BURIAL AND EXHUMATION OF THE HUMBER ARM ALLOCHTHON CONSTRAINED BY ZIRCON AND APATITE (U-Th)/He THERMOCHRONOLOGY, WESTERN NEWFOUNDLAND

Here, we report new zircon and apatite (U-Th)/He ages from western Newfoundland that provide insights into the timing and rate of cooling during its transition from an active tectonic boundary in the Paleozoic to a modern passive margin. We date nineteen samples from the Cambro-Ordovician Humber Arm Allochthon (HAA), including the Bay of Islands Complex (BOIC) and Coastal Complex (CC) ophiolites and the Humber Arm Supergroup. Additional (U-Th)/He data are presented for the Twillingate Batholith, Fleur de Lys Supergroup in the Baie Verte Peninsula, and the Lower Cambrian Bradore Formation of coastal Labrador.

Zircon (U-Th)/He mean ages from the HAA are constrained to the Devonian and Mississippian periods (402.1 ± 14.3 Ma to 354.5 ± 19.7 Ma (1σ)). These data necessitate the allochthon’s burial and reheating to at least zircon He closure temperatures (~180-200°C) after the allochthon was emplaced on the Laurentian margin in the Early Ordovician. Zircon (U-Th)/He ages do not correlate with effective uranium (eU) concentration, suggesting fast cooling through the zircon He partial retention zone.
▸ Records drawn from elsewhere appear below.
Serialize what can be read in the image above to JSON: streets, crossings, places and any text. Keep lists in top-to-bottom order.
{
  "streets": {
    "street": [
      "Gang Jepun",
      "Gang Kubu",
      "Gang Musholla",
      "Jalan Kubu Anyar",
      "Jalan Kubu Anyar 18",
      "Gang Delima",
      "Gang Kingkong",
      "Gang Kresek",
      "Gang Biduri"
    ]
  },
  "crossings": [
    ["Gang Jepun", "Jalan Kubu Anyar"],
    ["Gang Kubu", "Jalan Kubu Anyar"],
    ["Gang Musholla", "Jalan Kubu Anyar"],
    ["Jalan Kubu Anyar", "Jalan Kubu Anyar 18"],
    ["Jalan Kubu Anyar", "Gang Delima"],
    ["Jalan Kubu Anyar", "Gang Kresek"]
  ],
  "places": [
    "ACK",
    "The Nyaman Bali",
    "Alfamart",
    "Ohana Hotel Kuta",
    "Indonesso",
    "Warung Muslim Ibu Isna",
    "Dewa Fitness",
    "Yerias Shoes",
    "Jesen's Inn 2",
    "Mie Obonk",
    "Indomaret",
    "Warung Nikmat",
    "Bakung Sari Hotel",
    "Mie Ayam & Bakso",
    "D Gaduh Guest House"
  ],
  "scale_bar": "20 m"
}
The BOIC, CC and Humber Arm Supergroup apatite (U-Th)/He ages indicate cooling through apatite He closure temperatures (~60-80°C) during the Mesozoic (241.4 ± 22.7 Ma to 143.3 ± 62.5 Ma (1σ)). These ages progressively young from west to east across the allochthon. Positive apatite age-eU relationships are sample dependent, supporting slow cooling rates and/or partial resetting in the apatite He partial retention zone. We approximate average cooling rates of 0.65-0.97°C/My for the HAA during the Devonian to Triassic periods by calculating the lag time between zircon and apatite (U-Th)/He mean ages in samples with both thermochronometers.

Combining geologic constraints with HeFTy inverse thermal history models reveals (1) burial and reheating of the HAA sometime after the Taconic Orogeny (2) last cooling through zircon He closure temperatures before or during the Acadian Orogeny, and (3) last cooling through apatite He closure temperatures during Pangea breakup and early Atlantic rifting. We conclude that the HAA cooled slowly since at least the Mesozoic and stabilized at ≤3 km depth by ~200 Ma.